This library intents to address Graph Deep Learning techniques and models applied specifically to Music Scores.

It contains a core set of graph-based music representations, based on Pytorch Geometric Data and HeteroData classes.
It includes functionalities for these graphs such as Sampling and several Graph Convolutional Networks.

The main core of the library includes sampling strategies for Music Score Graphs, Dataloaders, Graph Creation classes, and Graph Convolutional Networks.
The graph creation is implemented partly in C and works in unison with the Partitura library for parsing symbolic music.


It implements a variety of graph neural networks for music, including MusGConv, NoteGNN, MeasureGNn, BeatGNN, MetricalGNN, and HybridGNN.

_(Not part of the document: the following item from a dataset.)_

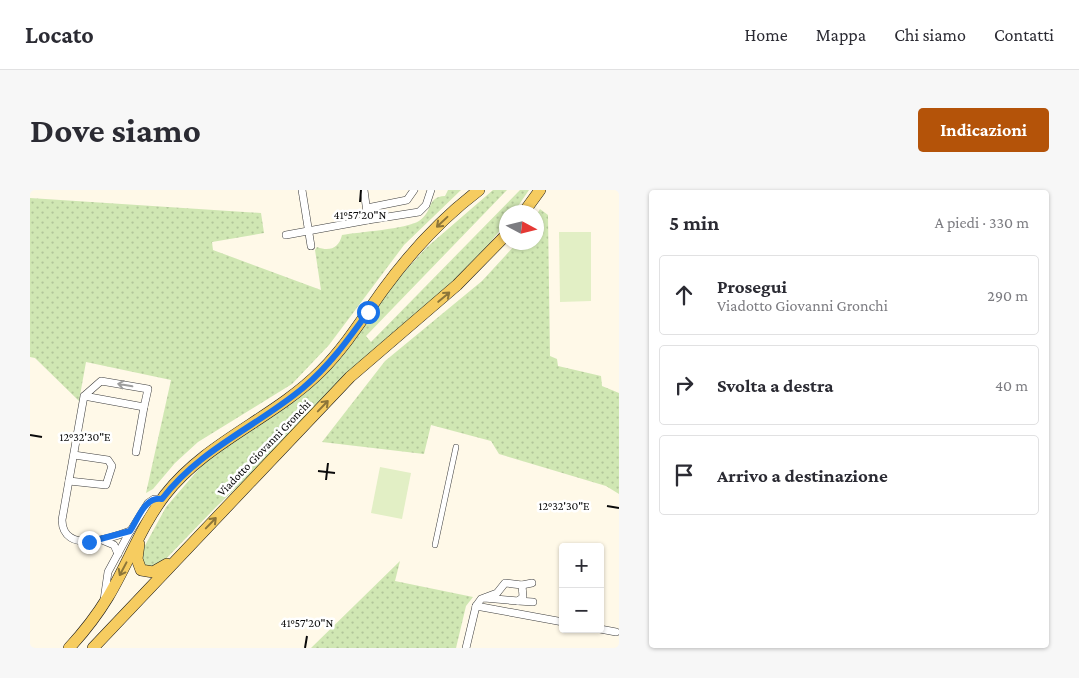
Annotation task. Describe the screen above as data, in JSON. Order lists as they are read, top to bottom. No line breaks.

Read the GraphMuse paper [here](https://arxiv.org/abs/2407.12671).

### Why GraphMuse?

GraphMuse is a library for symbolic music graph processing. It provides a set of tools for creating, manipulating, and learning from symbolic music graphs. It is built on top of PyTorch Geometric and provides a set of graph convolutional networks tailored to music data. GraphMuse is designed to be easy to use and flexible, allowing users to experiment with different graph representations and models for their music data.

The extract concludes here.